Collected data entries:

═══

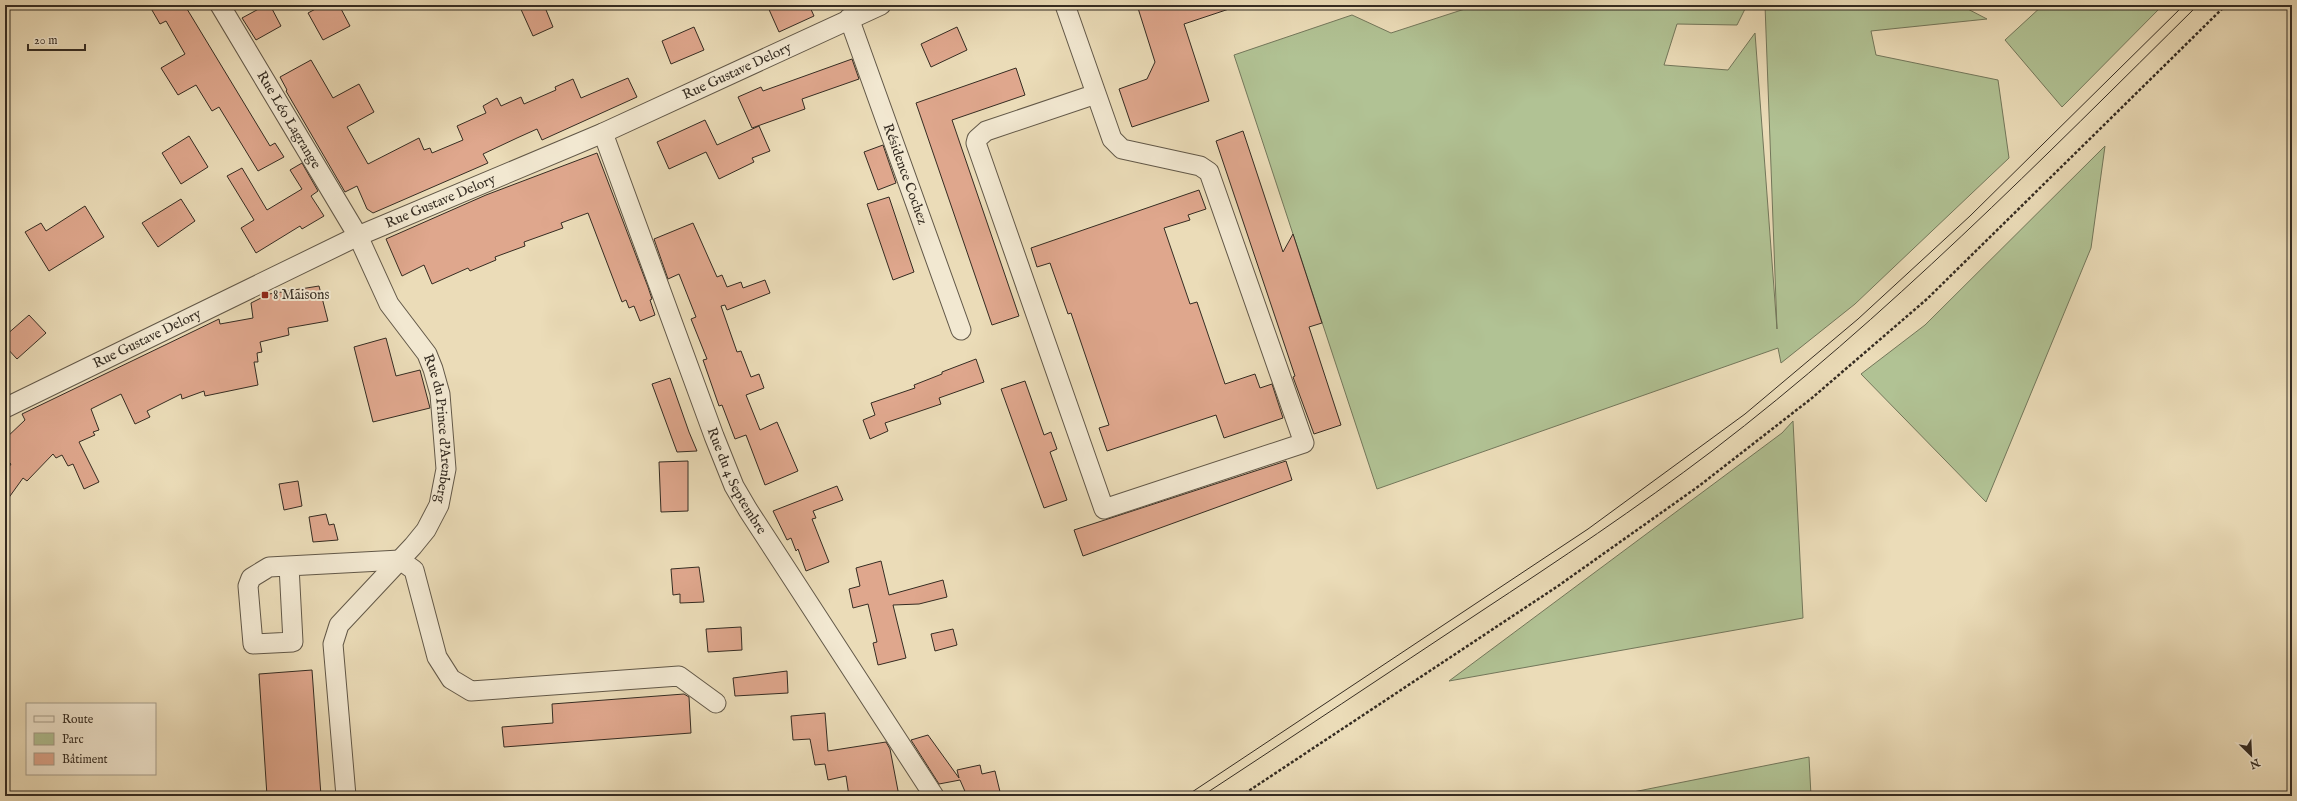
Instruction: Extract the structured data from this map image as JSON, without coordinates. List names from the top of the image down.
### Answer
{
  "streets": {
    "street": [
      "Rue Gustave Delory",
      "Rue Léo Lagrange",
      "Résidence Cochez",
      "Rue du Prince d'Arenberg",
      "Rue du 4 Septembre"
    ]
  },
  "crossings": [
    ["Rue Gustave Delory", "Rue Léo Lagrange"],
    ["Rue Gustave Delory", "Résidence Cochez"],
    ["Rue Gustave Delory", "Rue du Prince d'Arenberg"],
    ["Rue Gustave Delory", "Rue du 4 Septembre"],
    ["Rue Léo Lagrange", "Rue du Prince d'Arenberg"]
  ],
  "places": {
    "transit": ["8 Maisons"]
  },
  "legend": ["Route", "Parc", "Bâtiment"],
  "scale_bar": "20 m",
  "north": "bottom right"
}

═══

### EXERCISE DETAILS:
Would you set down every line of the data above exactly, skipping the pictures?

### TASK SOLUTION:
Instruction: Extract the structured data from this map image as JSON, without coordinates. List names from the top of the image down.
### Answer
{
  "streets": {
    "street": [
      "Rue Gustave Delory",
      "Rue Léo Lagrange",
      "Résidence Cochez",
      "Rue du Prince d'Arenberg",
      "Rue du 4 Septembre"
    ]
  },
  "crossings": [
    ["Rue Gustave Delory", "Rue Léo Lagrange"],
    ["Rue Gustave Delory", "Résidence Cochez"],
    ["Rue Gustave Delory", "Rue du Prince d'Arenberg"],
    ["Rue Gustave Delory", "Rue du 4 Septembre"],
    ["Rue Léo Lagrange", "Rue du Prince d'Arenberg"]
  ],
  "places": {
    "transit": ["8 Maisons"]
  },
  "legend": ["Route", "Parc", "Bâtiment"],
  "scale_bar": "20 m",
  "north": "bottom right"
}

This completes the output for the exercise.